Trade Optimism Weighs on Gold, But Fed Uncertainty Offers Support
Gold prices are feeling the heat from easing geopolitical tensions, especially after U.S. President Donald Trump announced a finalized trade deal with Japan and suggested progress on a 15% tariff deal with the European Union. These developments have boosted market confidence and curbed demand for traditional safe-haven assets like gold.
Still, traders remain cautious over the Federal Reserve’s next moves. Despite Trump’s ongoing pressure for interest rate cuts, markets are not fully pricing in a policy shift at the Fed’s July meeting. Political interference concerns—highlighted by Trump’s repeated attacks on Fed Chair Jerome Powell—are also keeping the U.S. Dollar under pressure, supporting gold.
Additionally, dovish signals from Fed officials including Governor Christopher Waller and Vice Chair Michelle Bowman, who favor rate cuts as early as July 30, have kept the USD near two-week lows. This weak dollar backdrop continues to provide a floor for gold prices.
Key Data Ahead: PMIs, ECB Decision, and U.S. Jobless Claims
Market participants now await a series of high-impact data releases to gauge global economic momentum. Flash PMI figures from major economies and the European Central Bank’s (ECB) rate decision could inject fresh volatility into gold markets. Meanwhile, U.S. weekly jobless claims and new home sales data will influence the dollar’s direction and help shape near-term moves in gold.
Technical Outlook: XAU/USD Holds Uptrend Despite Pullback
Technically, gold maintains a short-term bullish structure, trading within an ascending channel that began in early July. Support is seen near the $3,370–$3,368 region, which previously acted as a strong resistance zone.

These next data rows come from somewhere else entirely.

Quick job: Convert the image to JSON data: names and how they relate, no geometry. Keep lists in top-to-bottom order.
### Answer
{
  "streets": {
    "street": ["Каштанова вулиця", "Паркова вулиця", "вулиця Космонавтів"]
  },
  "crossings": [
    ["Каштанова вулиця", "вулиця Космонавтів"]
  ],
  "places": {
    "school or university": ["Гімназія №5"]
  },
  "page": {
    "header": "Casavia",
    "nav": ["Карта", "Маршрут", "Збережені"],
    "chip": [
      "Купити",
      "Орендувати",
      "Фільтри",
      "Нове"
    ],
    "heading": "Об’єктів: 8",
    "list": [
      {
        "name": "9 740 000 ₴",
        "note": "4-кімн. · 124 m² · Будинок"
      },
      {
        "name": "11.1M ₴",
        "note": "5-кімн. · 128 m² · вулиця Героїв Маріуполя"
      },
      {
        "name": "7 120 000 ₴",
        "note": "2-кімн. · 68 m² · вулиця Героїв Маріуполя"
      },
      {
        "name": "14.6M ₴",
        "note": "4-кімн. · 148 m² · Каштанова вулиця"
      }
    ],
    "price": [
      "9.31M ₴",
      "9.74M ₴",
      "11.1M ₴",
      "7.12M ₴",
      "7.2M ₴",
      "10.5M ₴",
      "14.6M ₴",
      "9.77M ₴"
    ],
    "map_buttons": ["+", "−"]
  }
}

A break below this could test the channel’s lower boundary near $3,333–$3,332. A sustained move under that level might flip the bias toward the bearish side.
On the upside, a bounce back above $3,400 would face resistance around $3,438–$3,440. A breakout above this zone could reignite bullish momentum and open the door for a retest of the all-time high near $3,500.
Conclusion:
While gold remains under pressure due to improving trade sentiment, the uncertain outlook for U.S. monetary policy and a weakening dollar suggest that downside may be limited. Traders should watch key economic data and central bank commentary for the next directional cues.